Reading direction is right to left. Column 0 is the first column you read, at the right edge of the page. Each subsequent column moves left. When all columns have the same linePitch, column positions are simple multiplication — column index × linePitch.

Flowing Around Images

Say there's an image in the upper-right area of the page. It's about three columns wide and half the page tall.

Columns and an image. Columns 1–3 overlap the image; only the space below the image becomes a slot.

Column 0 doesn't overlap the image, so its full height is available for text. Columns 1–3 overlap the image, so only the portion below the image can hold text. Columns 4 onward are clear of the image and use their full height.

Computing "which columns overlap the image, and where are the gaps" is what the ExclusionEngine does.

Here's what it looks like in the demo. Place an image near the heading on the right page, and text wraps below it.

An image placed on the right page. Text flows around it.

Slots

The ExclusionEngine computes slots — regions where text can be placed — for each column.

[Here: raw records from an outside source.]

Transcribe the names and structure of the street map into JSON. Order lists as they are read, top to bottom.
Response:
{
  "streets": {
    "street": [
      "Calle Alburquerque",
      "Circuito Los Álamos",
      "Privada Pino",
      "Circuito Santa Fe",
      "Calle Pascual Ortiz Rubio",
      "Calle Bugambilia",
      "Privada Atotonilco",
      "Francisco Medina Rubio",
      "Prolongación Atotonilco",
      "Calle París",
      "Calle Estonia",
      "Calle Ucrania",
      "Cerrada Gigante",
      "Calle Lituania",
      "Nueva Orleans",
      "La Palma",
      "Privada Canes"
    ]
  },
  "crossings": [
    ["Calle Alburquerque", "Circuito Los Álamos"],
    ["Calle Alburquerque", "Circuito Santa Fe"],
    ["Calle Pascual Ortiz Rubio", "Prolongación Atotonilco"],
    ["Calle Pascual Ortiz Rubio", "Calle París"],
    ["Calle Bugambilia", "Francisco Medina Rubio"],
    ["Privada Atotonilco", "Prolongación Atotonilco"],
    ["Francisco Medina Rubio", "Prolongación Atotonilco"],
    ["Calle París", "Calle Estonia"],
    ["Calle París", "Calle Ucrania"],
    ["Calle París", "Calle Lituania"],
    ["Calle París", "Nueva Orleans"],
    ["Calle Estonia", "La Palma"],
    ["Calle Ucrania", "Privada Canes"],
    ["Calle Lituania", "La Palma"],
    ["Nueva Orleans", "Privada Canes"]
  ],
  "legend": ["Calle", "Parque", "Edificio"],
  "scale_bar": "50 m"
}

A column with no image has one slot: the full column height. A column that overlaps an image may have gaps above and below the image, producing two slots for a single column.

typescript
// A region where text can be placed, computed by the ExclusionEngine
interface ColumnSlot {
  xPos: number;    // horizontal offset from the right edge
  yStart: number;  // vertical offset from the top
  height: number;  // available height for text (= line length in vertical writing)
}

The engine checks each column for overlap with image rectangles, merges overlapping intervals, and returns the remaining gaps as slots.

typescript
// Collect gaps not occupied by images in this column
const gaps: ColumnSlot[] = [];
let prevEnd = 0;
for (const [top, bottom] of merged) {
  const gapH = top - prevEnd;
  if (gapH >= MIN_GAP_HEIGHT) {
    gaps.push({ xPos, yStart: prevEnd, height: gapH });
  }
  prevEnd = bottom;
}
// Add trailing gap below the last image
const tailGap = lineWidth - prevEnd;
if (tailGap >= MIN_GAP_HEIGHT) {
  gaps.push({ xPos, yStart: prevEnd, height: tailGap });
}

MIN_GAP_HEIGHT is 8px. Gaps smaller than that are discarded. No point cramming characters into a few pixels.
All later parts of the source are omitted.